Haider Zafar's plea came minutes after an IRS agent testified about the extravagant spending — including $145,307 for an Aston-Martin — and linked it to an alleged $10.1 million real estate fraud in Zafar's native Pakistan.
Zafar has also been linked to alleged fraud against Miami Heat players, including former forward Mike Miller, according to a witness who testified in August.
Authorities wouldn't comment on the allegations, but Zafar's plea deal includes a willingness to resolve a possible federal investigation in Florida. The FBI in Miami assisted in the Ohio investigation, according to the U.S. attorney's office in Columbus.
If charges are brought in Florida, where Zafar also used to live, they could be heard in Ohio under an agreement between federal authorities in both states, said Dale Williams, an assistant U.S. attorney.
At Thursday's hearing, Zafar pleaded guilty before Judge Edmund Sargus to multiple charges of wire fraud, money laundering and tax evasion. He faces dozens of years in prison at sentencing. No date has been set. Messages were left for Zafar's attorney.
A 135-count indictment filed last year described a scheme under which Zafar swindled a Washington businessman out of $10 million between 2008 and 2010.
Zafar is accused of claiming that his uncle headed the defense department in Pakistan and thus had inside information about land sales to the government, IRS agent Charles Birch testified Thursday.

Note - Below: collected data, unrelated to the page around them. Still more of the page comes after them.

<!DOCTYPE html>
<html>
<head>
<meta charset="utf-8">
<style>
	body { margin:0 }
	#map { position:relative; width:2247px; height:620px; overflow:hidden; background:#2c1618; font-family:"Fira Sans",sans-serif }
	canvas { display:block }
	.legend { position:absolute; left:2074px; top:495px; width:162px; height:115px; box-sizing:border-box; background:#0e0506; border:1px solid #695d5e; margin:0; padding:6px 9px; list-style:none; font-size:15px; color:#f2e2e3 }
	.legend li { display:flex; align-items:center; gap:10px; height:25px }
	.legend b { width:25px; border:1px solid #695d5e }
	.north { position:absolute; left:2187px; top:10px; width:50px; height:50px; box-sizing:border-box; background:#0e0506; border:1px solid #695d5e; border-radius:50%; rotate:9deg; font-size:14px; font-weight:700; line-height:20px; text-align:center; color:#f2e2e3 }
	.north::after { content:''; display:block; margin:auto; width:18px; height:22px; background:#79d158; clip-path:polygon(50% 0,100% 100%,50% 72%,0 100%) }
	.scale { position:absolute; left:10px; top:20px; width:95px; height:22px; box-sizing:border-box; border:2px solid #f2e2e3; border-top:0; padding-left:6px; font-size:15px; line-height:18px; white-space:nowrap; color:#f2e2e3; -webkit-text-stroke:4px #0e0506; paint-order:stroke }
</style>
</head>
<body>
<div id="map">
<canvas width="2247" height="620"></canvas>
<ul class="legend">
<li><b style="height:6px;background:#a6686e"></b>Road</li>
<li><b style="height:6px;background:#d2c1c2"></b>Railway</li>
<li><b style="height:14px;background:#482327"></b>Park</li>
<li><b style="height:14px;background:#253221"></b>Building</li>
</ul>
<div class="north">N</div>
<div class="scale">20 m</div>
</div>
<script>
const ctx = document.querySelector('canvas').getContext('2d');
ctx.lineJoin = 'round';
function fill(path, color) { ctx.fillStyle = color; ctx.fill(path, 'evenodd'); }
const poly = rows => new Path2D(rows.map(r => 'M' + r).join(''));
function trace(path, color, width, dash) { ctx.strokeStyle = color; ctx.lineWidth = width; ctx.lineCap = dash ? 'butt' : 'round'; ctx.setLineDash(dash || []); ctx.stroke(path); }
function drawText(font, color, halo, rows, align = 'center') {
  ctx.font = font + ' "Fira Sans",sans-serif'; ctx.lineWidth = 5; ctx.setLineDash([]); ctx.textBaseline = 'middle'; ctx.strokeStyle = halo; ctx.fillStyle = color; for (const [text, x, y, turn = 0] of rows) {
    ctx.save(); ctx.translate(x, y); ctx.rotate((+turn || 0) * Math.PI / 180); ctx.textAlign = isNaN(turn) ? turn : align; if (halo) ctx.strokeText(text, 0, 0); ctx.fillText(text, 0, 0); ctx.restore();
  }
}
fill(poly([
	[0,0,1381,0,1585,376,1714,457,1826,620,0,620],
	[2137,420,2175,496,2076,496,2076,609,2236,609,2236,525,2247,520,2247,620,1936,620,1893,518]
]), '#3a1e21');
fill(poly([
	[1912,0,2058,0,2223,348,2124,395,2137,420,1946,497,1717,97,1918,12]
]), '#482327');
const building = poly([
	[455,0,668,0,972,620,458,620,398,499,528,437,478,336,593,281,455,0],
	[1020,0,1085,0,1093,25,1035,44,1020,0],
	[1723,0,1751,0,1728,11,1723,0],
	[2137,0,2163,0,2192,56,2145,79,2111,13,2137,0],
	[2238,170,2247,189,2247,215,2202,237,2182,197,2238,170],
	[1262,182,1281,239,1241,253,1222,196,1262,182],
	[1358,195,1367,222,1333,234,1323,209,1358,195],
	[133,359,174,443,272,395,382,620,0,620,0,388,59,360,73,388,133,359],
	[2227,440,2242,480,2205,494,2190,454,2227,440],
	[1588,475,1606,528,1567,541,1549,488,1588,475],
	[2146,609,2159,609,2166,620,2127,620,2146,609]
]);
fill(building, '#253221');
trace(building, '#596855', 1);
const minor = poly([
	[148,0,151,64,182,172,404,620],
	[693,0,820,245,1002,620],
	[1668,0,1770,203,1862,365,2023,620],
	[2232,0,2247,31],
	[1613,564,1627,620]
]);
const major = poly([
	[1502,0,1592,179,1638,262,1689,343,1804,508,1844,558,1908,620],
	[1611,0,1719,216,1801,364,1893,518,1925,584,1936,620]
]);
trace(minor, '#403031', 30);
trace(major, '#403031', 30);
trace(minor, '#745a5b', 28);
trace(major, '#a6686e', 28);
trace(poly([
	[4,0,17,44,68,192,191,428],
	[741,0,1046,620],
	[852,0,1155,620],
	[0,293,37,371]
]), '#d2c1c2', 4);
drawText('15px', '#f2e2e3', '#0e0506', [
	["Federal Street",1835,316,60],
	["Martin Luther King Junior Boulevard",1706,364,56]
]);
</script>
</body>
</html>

Zafar persuaded his fraud victim to provide $10 million to buy parcels of land which he said could be resold to the government "at a greatly inflated price," Birch said.
In 2009, Zafar bought three watches for $13,877, $30,759 and $34,000, Birch said.
In addition to the Aston-Martin, Birch also bought a Lamborghini for $138,000 and a Maserati for $136,978, Birch said.
Zafar also was accused of failing to report $221,500 in taxable income in 2007 and failing to file tax returns between 2008 and 2010, the government said.